En abordant le royaume des Lusignan (1192-1474/1489) à travers le prisme de la commande picturale, cet ouvrage propose une lecture inédite d'une société cosmopolite et d'une culture originale du monde des croisades, où se mêlent étroitement éléments d'Orient et d'Occident. Il rassemble, pour la première fois de manière systématique, l'ensemble des peintures murales et sur bois conservant des portraits de donateurs, des inscriptions dédicatoires, votives et commémoratives, ainsi que des blasons armoriés répartis sur l'ensemble du territoire chypriote. Ce corpus, constitué au fil d'une enquête de terrain approfondie, embrasse aussi bien les grandes fondations urbaines que les églises rurales les plus modestes, révélant l'ampleur et la diversité des pratiques de commande à toutes les échelles de la société insulaire.
Ces images, souvent méconnues, mal documentées et endommagées par l'histoire mouvementée de Chypre — occupations successives, iconoclasmes, séismes, restaurations hâtives — ou simplement par les ravages du temps, témoignent de dynamiques sociales et artistiques riches et complexes entre Grecs, Latins et chrétiens orientaux de milieux variés : familles seigneuriales, clergé séculier et régulier, notables urbains, artisans. Leur étude croisée, associant histoire de l'art, épigraphie et héraldique, révèle le rôle central des commanditaires et des peintres dans les échanges culturels et l'émergence de formes iconographiques et stylistiques nouvelles, à la croisée des traditions byzantine, occidentale et levantine.
En interrogeant la place de ces images dans la construction des identités individuelles et collectives, cet ouvrage questionne notre perception des arts de la Méditerranée entre le Moyen Âge et le début de la période moderne, et invite à repenser les catégories trop souvent cloisonnées d'« art byzantin » et d'« art occidental » dans un espace de contacts et d'hybridations permanents.
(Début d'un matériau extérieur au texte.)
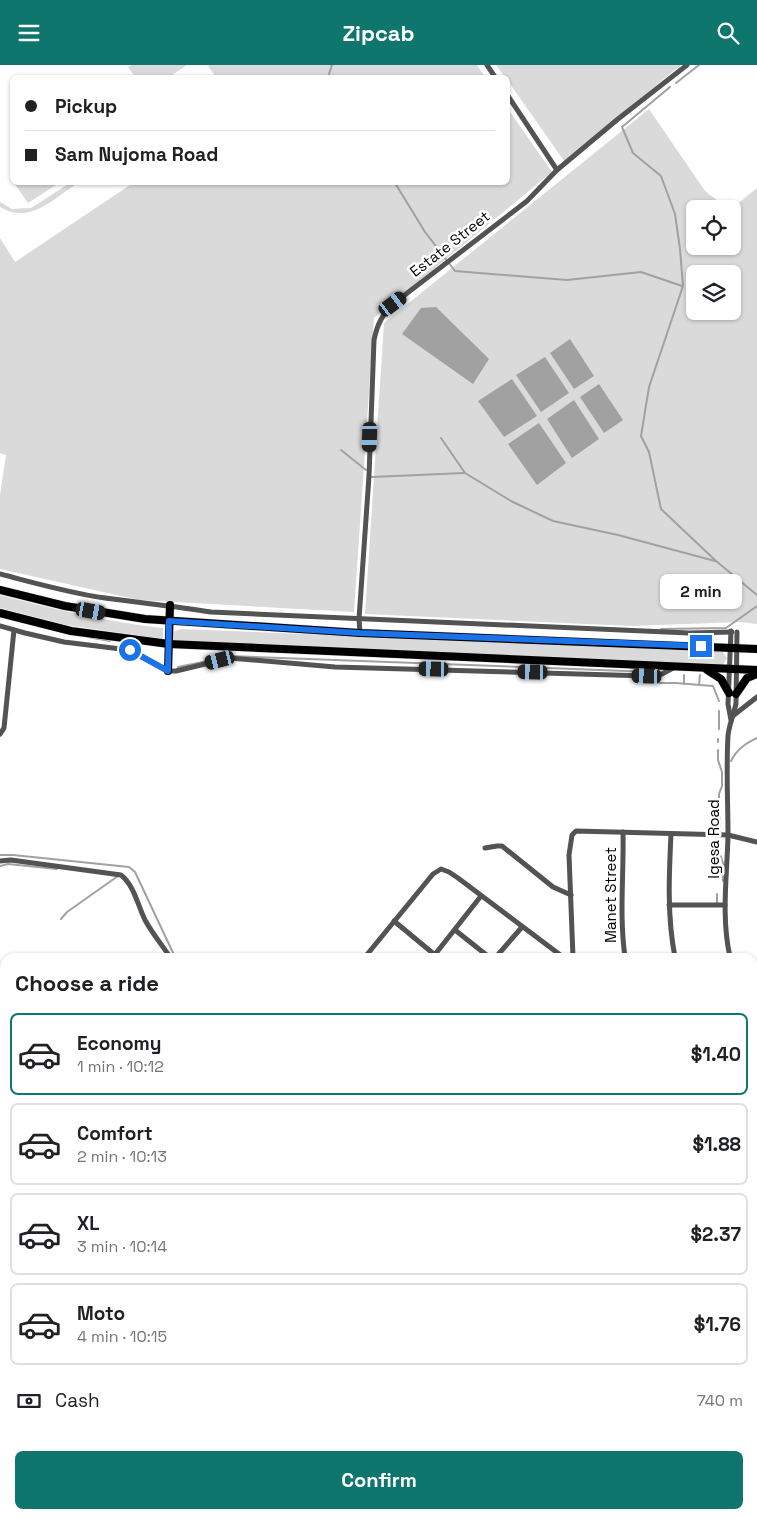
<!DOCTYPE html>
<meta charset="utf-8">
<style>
:root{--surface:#fff;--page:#f2f2f2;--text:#202124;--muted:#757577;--line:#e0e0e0;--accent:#0f766e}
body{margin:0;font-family:"Space Grotesk",sans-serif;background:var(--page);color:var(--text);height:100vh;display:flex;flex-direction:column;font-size:19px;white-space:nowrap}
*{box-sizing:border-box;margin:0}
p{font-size:16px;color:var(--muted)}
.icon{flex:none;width:28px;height:28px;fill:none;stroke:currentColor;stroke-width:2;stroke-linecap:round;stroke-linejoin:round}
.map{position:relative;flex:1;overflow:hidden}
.side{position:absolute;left:0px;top:888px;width:758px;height:566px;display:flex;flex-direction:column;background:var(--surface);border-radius:15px 15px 0 0;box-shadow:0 1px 4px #0004}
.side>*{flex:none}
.banner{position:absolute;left:10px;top:10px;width:500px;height:110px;border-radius:8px;box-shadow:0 1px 4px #0004;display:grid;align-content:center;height:110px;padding:0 15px;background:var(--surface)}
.fabs{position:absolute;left:686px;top:135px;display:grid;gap:10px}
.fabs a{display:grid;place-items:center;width:55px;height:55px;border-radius:8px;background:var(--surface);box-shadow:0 1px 4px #0004;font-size:25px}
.end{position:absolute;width:22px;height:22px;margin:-11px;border:6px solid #1a73e8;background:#fff;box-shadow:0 0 0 2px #fff}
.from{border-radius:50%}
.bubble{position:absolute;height:35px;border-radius:8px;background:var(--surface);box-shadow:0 1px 4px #0004;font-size:16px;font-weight:700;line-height:35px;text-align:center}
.car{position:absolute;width:15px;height:30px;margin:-15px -8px;border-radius:6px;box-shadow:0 0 4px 1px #0007;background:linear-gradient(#222 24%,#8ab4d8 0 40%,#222 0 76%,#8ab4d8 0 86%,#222 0)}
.banner b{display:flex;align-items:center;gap:18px;height:48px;font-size:19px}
.banner b+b{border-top:1px solid var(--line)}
.banner i{width:12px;height:12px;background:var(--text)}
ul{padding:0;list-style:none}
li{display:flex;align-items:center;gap:15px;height:82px;margin:0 10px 8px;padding:0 5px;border:2px solid var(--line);border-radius:8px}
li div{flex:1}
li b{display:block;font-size:19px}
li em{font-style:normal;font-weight:700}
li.current{border-color:var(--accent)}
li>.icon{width:45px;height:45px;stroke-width:1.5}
h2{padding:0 15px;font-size:22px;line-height:60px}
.pay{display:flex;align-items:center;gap:12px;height:55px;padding:0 15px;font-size:19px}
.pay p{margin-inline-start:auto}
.cta{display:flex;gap:10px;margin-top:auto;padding:10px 15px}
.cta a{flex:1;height:58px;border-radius:8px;background:var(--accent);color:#fff;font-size:20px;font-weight:700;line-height:58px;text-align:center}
header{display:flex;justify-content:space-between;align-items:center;height:65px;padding:0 15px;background:var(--accent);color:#fff;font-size:22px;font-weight:700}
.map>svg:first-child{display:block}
.green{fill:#dadada;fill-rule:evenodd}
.water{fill:#a1a1a1}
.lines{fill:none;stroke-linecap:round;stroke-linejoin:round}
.stream{stroke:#a1a1a1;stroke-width:2}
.primary-casing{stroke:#dbdbdb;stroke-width:9}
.minor{stroke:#535353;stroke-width:5}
.tertiary{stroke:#535353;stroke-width:6}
.secondary{stroke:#202020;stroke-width:7}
.primary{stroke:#000;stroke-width:8}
.route{stroke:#1a73e8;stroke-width:6}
.labels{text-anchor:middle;stroke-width:5;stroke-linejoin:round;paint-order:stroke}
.street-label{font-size:15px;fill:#000;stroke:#fff}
</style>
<header><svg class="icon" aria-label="menu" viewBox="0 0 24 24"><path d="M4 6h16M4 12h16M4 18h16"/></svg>Zipcab<svg class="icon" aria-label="search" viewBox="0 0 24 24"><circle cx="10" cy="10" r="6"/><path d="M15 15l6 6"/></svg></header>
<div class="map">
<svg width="757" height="1453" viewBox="0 0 757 1453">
<rect width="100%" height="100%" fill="#fff"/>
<g class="green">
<polygon points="132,0 187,0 169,12 135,12 128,2"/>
<polygon points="209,0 477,0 485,12 216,12 208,1"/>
<polygon points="496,0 681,0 564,96 508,16 508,12 505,12"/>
<polygon points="508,44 552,107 374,253 354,547 139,535 0,504 0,430 6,390 0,388 0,173 15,197 133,118 508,118"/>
<path d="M649,44L705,126L728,144H695V181H732V144H731L757,123V559L740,557L632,561L365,549L384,258ZM695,209H732V246H695Z"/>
<polygon points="14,118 59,118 28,138"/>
<path d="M70,118H78C53,134 30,160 0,142V137L12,144L31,143Z"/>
<path d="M0,530C54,544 107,557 163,563V574L66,560L0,543Z"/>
<polygon points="181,564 722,586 727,593 723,600 338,587 173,576 170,571 173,567"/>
</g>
<g class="water">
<polygon points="436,242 489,294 473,319 402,269 421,243"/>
<polygon points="570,274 594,311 574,324 550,288"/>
<polygon points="545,292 569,328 541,347 516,310"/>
<polygon points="512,314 537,351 504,372 478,336"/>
<polygon points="599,319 623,355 604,368 580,332"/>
<polygon points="574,335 599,374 572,393 547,354"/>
<polygon points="539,358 566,398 537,420 508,379"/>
</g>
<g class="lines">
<g class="stream">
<polyline points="328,12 332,0"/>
<polyline points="676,18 699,0"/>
<polyline points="670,22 622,62 633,88 661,111 675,149 680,184 683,221 649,322 641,371 649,387 661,444 716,496 757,530"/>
<polyline points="395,118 425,167 455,206 567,215 641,207 682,221"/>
<polyline points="441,373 465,408 511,436 553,456 618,470 715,496"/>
<polyline points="341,385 366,405"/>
<polyline points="372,412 464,408"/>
<polyline points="661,564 726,563 757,541"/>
<polyline points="88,572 110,576"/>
<polyline points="230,591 652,607"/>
<polyline points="178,602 208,596"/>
<polyline points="660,618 676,618 713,621 719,636"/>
<polyline points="684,619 684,610"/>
<polyline points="699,620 700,610"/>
<polyline points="719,646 719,664"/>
<polyline points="718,677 718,674"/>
<polyline points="718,685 718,695 722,707 722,721 719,729 720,766"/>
<path d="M731,696C737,684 745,679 757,673"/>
<polyline points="719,775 720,789 725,804"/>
<polyline points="0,790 13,790 129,802 135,807 175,892"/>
<polyline points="0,801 8,799 57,804"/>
<polyline points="722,807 723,816"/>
<polyline points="717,829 717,839"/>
<polyline points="61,854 67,847 118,811"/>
<polyline points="0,962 5,964"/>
<polyline points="0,973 5,974"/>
<polyline points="752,1254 757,1253"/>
<polyline points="373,1449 376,1453"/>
<polyline points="317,1452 323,1449"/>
</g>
<g class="primary-casing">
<g id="primary">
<polyline points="0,525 65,541 145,554 360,568 757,584"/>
<polyline points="0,548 71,566 169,579 757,605"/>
<polyline points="707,605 721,614 729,628"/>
<polyline points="168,606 170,540"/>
<polyline points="736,629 747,613 757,609"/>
</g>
</g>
<g class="minor">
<polyline points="487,0 495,12"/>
<polyline points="508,31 557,105"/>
<path d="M0,509C35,518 69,528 105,533C140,538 176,541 211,547L689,568L732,567"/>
<polyline points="0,561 25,568 64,577 129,585 168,606 176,606 230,593 335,602 648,611 662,609 675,602"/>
<polyline points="731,566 728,639 731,655"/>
<path d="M360,568L359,554L369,411L374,275C377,260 382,250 393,239L527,136L557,105L618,54L687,0"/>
<polyline points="734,650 757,632"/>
<polyline points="0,669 4,663 14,565"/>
<path d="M623,767C624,809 619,850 625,892"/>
<path d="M671,769C669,810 667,852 675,892"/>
<polyline points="485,783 497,781 502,781 553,822 571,830"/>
<path d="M0,796L11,795L121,810C134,820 138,841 145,855C152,868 162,880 170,892"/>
<polyline points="669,840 725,840"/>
<polyline points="394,856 435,890"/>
<polyline points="455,865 489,892"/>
<polyline points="365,892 433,809 441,804 449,807 458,813 563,892"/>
<polyline points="433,892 481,831"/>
<polyline points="496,892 522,862"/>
<polyline points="573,892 569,790 572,770 576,766 728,770 757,777"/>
<path d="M730,892C721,852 727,811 728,771C728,737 726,704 728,671C729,659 734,650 736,638L737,567"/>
<polyline points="752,946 757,953"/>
<polyline points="0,968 5,969"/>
<polyline points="752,1027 757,1025"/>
<polyline points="752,1080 754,1154"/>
<polyline points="0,1130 5,1126"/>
<polyline points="0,1138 5,1142"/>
<polyline points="0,1203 5,1199"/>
<polyline points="752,1211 757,1210"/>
<polyline points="0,1245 5,1252"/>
<polyline points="752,1257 757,1256"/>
<polyline points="752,1302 757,1301"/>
<polyline points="752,1439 757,1439"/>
<polyline points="272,1449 273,1453"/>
<polyline points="453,1449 456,1453"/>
<polyline points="513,1449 517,1453"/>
<polyline points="573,1449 577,1453"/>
<polyline points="639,1449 643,1453"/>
<polyline points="701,1449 704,1453"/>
<polyline points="188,1453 188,1449"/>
<polyline points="537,1453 542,1449"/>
</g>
<polyline class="tertiary" points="380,1449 384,1453"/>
<g class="secondary">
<polyline points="752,1154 757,1154"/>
<polyline points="752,1162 757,1162"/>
<polyline points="0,1442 5,1442"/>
<polyline points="0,1449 33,1453"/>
<polyline points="54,1449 85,1453"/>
<polyline points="283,1453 296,1449"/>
<polyline points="307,1453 316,1449"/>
</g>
<use href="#primary" class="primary"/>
</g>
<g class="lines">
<polyline class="route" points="130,585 168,606 169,556 360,568 701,581"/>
</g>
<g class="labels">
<g class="street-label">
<text transform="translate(450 179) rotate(-38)" y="5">Estate Street</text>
<text transform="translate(714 774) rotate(-90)" y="5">Igesa Road</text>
<text transform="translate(611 830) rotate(-90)" y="5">Manet Street</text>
</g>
</g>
</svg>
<div class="fabs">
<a><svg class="icon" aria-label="locate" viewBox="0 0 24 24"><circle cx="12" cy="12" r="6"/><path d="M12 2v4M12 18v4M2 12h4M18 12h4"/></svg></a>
<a><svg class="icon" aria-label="layers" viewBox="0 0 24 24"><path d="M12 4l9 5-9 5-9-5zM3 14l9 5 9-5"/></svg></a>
</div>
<i class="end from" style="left:130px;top:585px"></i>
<i class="end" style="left:701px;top:581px"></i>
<div class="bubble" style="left:660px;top:509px;width:82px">2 min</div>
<i class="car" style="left:393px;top:239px;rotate:53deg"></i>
<i class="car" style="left:370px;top:372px;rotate:182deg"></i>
<i class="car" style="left:91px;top:546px;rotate:100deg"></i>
<i class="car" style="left:220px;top:595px;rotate:256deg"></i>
<i class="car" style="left:434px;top:604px;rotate:271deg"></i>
<i class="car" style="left:533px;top:607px;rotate:271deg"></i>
<i class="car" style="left:647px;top:611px;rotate:272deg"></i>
<div class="banner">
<b><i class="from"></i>Pickup</b>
<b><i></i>Sam Nujoma Road</b>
</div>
<section class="side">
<h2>Choose a ride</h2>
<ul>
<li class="current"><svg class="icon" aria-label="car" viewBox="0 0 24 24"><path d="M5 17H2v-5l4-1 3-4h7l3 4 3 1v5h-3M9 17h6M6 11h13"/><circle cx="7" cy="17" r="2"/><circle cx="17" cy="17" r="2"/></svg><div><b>Economy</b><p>1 min · 10:12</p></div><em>$1.40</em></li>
<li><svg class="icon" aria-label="car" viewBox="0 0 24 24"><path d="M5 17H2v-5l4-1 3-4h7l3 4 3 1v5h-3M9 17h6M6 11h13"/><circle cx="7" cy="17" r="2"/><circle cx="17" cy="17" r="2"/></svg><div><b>Comfort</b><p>2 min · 10:13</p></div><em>$1.88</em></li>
<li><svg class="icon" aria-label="car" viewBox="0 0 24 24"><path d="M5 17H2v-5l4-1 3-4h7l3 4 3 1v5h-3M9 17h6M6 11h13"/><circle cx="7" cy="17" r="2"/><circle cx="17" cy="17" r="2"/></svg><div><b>XL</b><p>3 min · 10:14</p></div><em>$2.37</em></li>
<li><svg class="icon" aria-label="car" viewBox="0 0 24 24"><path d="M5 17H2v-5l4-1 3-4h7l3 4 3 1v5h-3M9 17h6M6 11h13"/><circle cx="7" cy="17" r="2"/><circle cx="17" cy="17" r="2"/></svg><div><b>Moto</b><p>4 min · 10:15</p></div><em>$1.76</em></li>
</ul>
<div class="pay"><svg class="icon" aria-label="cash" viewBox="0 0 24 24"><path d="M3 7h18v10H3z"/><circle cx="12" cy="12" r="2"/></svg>Cash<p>740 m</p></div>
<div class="cta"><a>Confirm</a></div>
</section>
</div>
By examining the Lusignan kingdom (1192–1474/1489) through the lens of artistic patronage, this book offers a new interpretation of a cosmopolitan society and a distinctive culture within the Crusader world, one in which Eastern and Western elements were closely and continuously intertwined. For the first time, it brings together in a systematic way the full corpus of frescoes and panel paintings across Cyprus that preserve donor portraits, dedicatory, votive, and commemorative inscriptions, and coats of arms. Assembled through extensive fieldwork, this corpus spans major urban foundations as well as the most modest rural churches, revealing the scale and diversity of patronage practices at every level of island society.
Often overlooked, poorly documented, and damaged by Cyprus's turbulent history — successive occupations, iconoclastic episodes, earthquakes, and hasty restorations — or simply by the passage of time, these images testify to the rich and complex social and artistic dynamics that developed among Greeks, Latins, and Eastern Christians of diverse backgrounds, from seigneurial families and secular and regular clergy to urban notables and craftsmen. Combining art history, epigraphy, and heraldry, this cross-disciplinary study reveals the central role played by patrons and painters in cultural exchange and in the emergence of new iconographic and stylistic forms at the crossroads of Byzantine, Western, and Levantine traditions.
By examining the place of these images in the construction of individual and collective identities, this book challenges our understanding of Mediterranean art at the transition from the Middle Ages to the early modern period, and invites a rethinking of the often too rigidly separated categories of "Byzantine art" and "Western art" within a space defined by constant contact and hybridisation.